◆ PROBLEM DESCRIPTION ◆
Output only how many lines below contain "Halle".

◆ INFORMATION SUPPLIED ◆
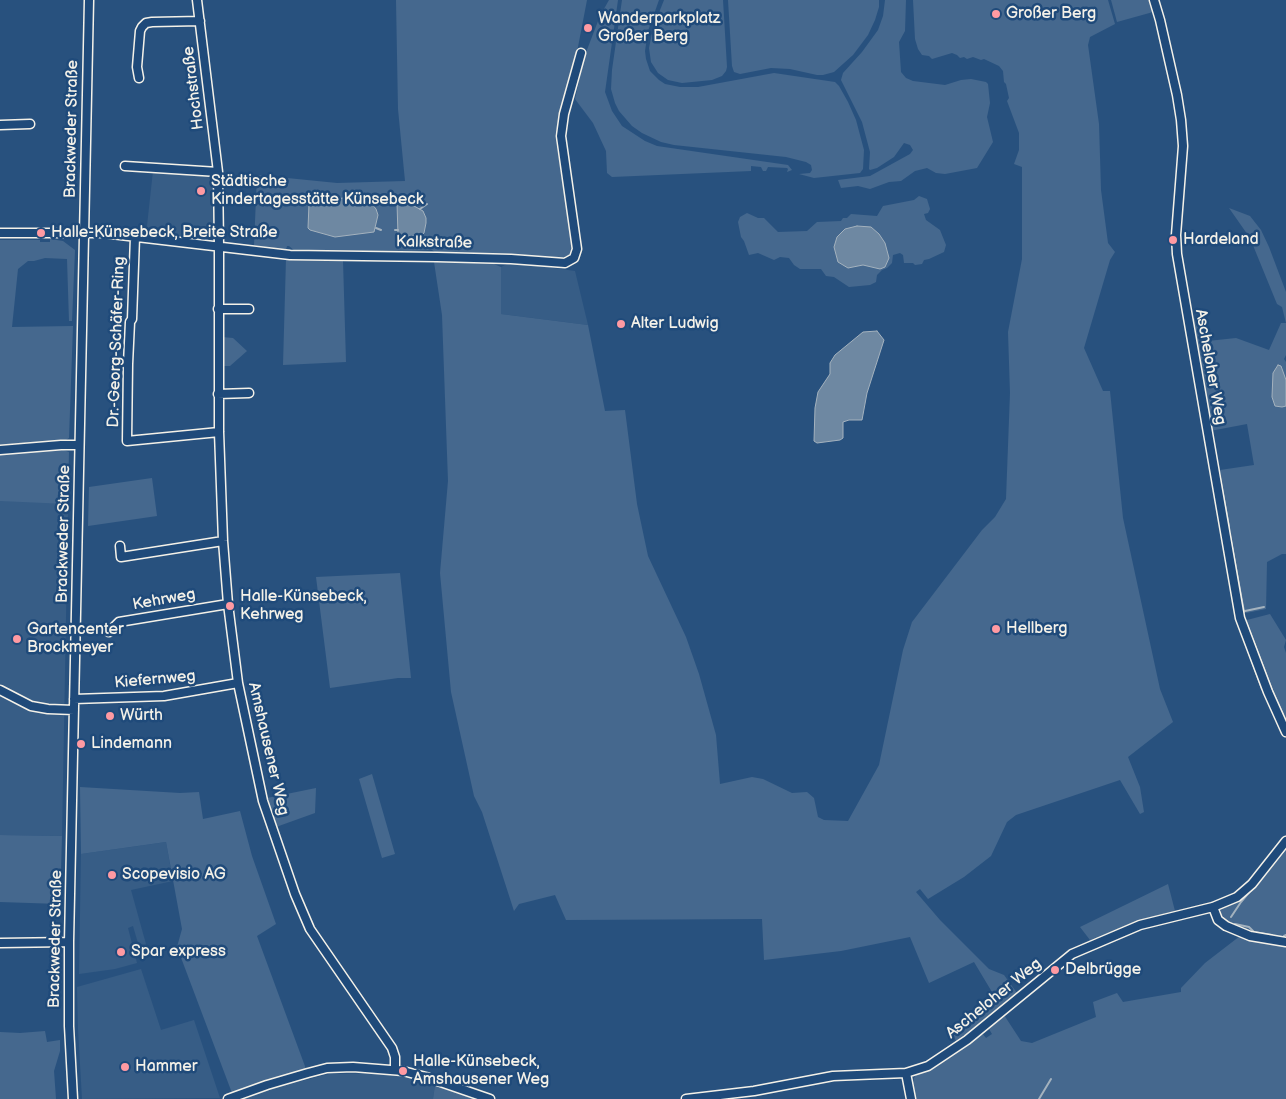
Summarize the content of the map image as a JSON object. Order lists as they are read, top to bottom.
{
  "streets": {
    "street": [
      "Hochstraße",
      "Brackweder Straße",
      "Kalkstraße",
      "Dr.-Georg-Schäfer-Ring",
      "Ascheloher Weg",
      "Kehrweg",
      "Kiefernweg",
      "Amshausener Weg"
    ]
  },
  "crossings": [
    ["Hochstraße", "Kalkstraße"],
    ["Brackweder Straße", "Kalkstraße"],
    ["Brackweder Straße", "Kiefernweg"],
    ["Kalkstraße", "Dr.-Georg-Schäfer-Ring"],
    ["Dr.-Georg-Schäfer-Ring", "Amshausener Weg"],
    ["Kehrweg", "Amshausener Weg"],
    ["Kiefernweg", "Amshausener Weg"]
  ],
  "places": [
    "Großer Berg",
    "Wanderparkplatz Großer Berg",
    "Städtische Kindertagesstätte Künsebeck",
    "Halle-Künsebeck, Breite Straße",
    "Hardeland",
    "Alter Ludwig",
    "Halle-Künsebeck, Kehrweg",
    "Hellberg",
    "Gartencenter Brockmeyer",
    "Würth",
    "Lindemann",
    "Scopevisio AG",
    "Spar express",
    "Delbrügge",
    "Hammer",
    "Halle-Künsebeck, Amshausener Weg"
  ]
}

...

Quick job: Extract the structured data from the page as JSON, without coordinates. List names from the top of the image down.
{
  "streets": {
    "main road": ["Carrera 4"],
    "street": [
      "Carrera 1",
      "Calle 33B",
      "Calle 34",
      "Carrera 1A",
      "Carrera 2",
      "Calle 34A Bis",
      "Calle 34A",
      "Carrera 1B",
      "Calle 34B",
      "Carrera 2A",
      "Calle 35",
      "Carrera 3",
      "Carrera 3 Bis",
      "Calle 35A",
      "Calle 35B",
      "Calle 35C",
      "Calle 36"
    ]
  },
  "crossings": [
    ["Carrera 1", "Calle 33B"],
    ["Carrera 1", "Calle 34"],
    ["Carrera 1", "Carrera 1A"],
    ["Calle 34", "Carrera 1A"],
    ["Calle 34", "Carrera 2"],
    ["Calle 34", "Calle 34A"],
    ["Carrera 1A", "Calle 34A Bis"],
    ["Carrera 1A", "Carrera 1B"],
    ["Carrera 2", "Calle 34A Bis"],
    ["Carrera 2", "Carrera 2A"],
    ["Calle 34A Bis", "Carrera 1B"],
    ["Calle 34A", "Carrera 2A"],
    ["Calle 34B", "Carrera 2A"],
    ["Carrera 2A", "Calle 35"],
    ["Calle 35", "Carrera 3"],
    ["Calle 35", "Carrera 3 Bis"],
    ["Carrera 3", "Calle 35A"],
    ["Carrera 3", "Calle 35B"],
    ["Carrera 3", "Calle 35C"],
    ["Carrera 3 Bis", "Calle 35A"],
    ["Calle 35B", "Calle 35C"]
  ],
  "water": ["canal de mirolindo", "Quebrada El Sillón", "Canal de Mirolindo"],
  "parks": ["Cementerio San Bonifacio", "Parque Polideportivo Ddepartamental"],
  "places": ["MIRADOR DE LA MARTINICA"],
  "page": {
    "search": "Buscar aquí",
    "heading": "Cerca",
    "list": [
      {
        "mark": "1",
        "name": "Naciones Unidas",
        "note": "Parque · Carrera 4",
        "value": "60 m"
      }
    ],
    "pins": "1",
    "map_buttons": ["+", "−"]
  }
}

◆ TASK ANSWER ◆
3